Mixed-use complex integrates VRF and water-source geothermal system for energy efficiency.
Located on the picturesque Piscataquis River in Maine, The Mill at Dover-Foxcroft is a 60,000-sq.-ft. complex that comprises nine structures built between 1841 and 1944. After sitting vacant for nearly a decade, Arnold Development Group, Kansas City, MO, embarked on a full renovation of the complex to develop a mixed-use building complete with residences, office space, a café, and a boutique inn.
On the National Register of Historic Places, the renovation of The Mill required an update to modern amenities with limited modifications of the building’s envelope. In addition to the preservation of the structure, the developer also wanted to make the building a net-zero facility in the future with plans to restore the turbine of the pre-existing hydroelectric dam.
Located 100 miles from the Canadian border, where during the winter months the temperature can frequently sustain below-freezing temperatures, the new HVAC system needed to provide year-round comfort. Along with functioning in the extreme conditions, in order to achieve the desired net-zero impact, the system needed to be energy efficient while still delivering on the specific comfort requirements of the varying businesses operating throughout the complex. All of this had to be achieved with minimal modification to the structure in order to preserve its historic nature.
A robust solution
After evaluating the needs of the project, Ranor Mechanical, Jay, ME, recommended Englewood Cliffs, NJ-based LG’s Water Source VRF system for The Mill. The robust solution uses 180 tons of Multi VTM Water IV heat-recovery units that tie into the geothermal well system and include a variety of indoor units, such as ceiling cassettes, wall mounts, and high-static ducted and floor-standing indoor units. By implementing a predominantly duct-free solution, the small refrigerant piping was minimally invasive to the building’s envelope. The design flexibility of the LG VRF solution allowed the appropriate mix of indoor units to be used to meet the comfort and aesthetic requirements of each space.
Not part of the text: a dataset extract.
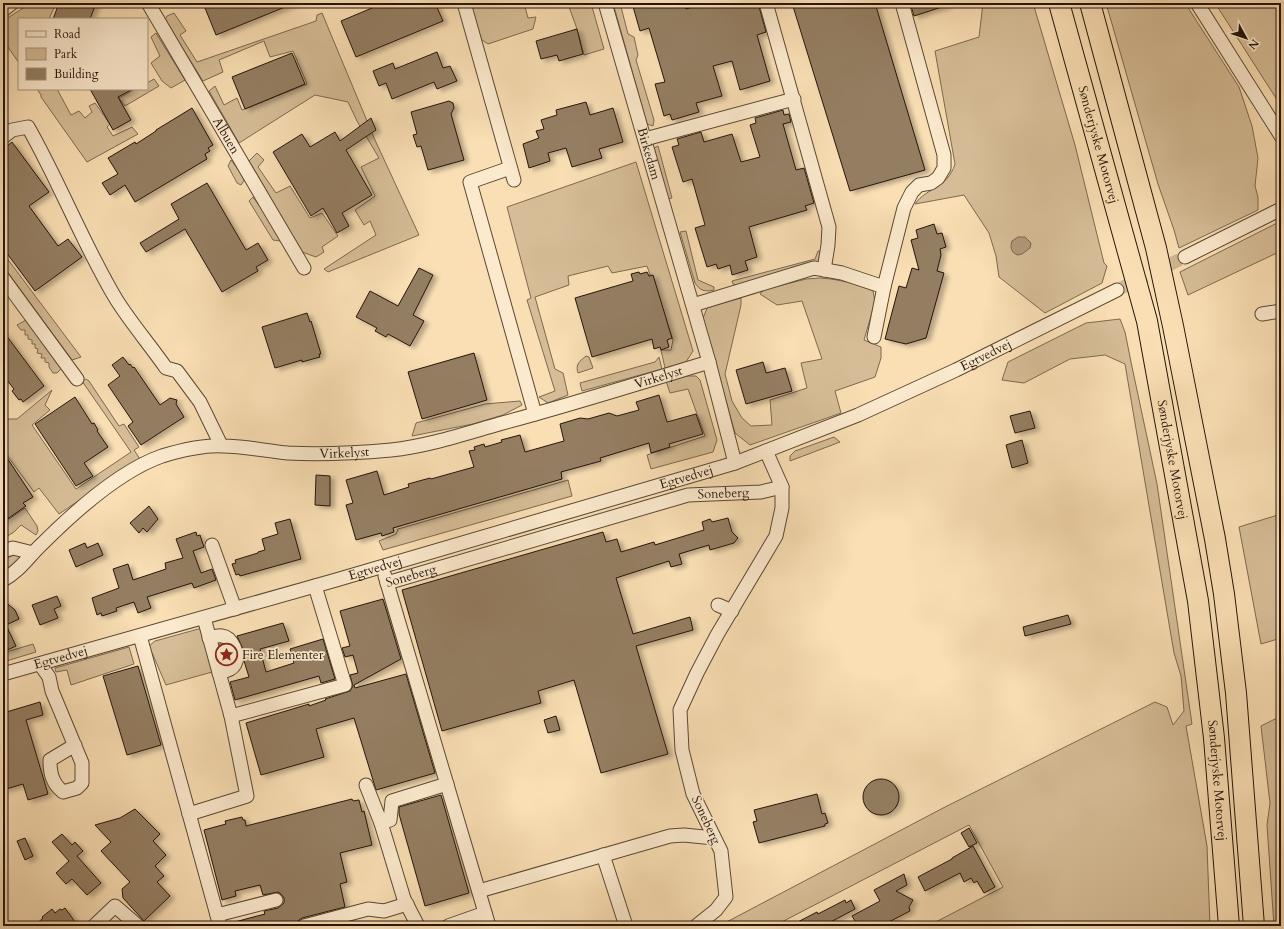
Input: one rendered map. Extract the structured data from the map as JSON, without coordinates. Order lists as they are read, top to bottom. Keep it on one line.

In addition to the space savings from eliminating the need for bulky ductwork, the condensing units themselves are substantially smaller than a conventional system. With a small and compact footprint, the Multi V Water IV units were installed in the mechanical room under the building. This placement not only serves to make the units unobtrusive, but also allows easier control of the temperature from the source water loop that enables the system to effectively heat in the extreme temperatures.
One of the key requirements of the new system was energy efficiency. With future goals of creating a net-zero building, The Mill management chose to maximize efficiencies by implementing the company’s water source heat-recovery units that tied into nine, 1,000 ft. geothermal wells. The Multi V Water IV units were easily incorporated to the geothermal well system and use water control valves to regulate the operating pressure to the VRF units for improved efficiency. Heat-recovery units were selected for the mixed-use complex due to the varying temperature demands across the spaces. By choosing a heat-recovery system, The Mill HVAC system is able deliver simultaneous heating and cooling while balancing the comfort demands of the occupants. This not only allows excellent comfort and maximizes the energy efficiency, but it also lowers the operating costs and eliminates the need to have a secondary system to supply heat.
By only using small piping rather than traditional, large ductwork, the Multi V Water IV system seamlessly blends into the building’s interiors without disrupting the exterior. The architectural integrity of the historic mill complex and compliance with the guidelines set forth by the National Register of Historic Places were both met with no issue. In recognition of this accomplishment, the architect was awarded Maine’s Historic Preservation Honor Award for Stewardship in 2015.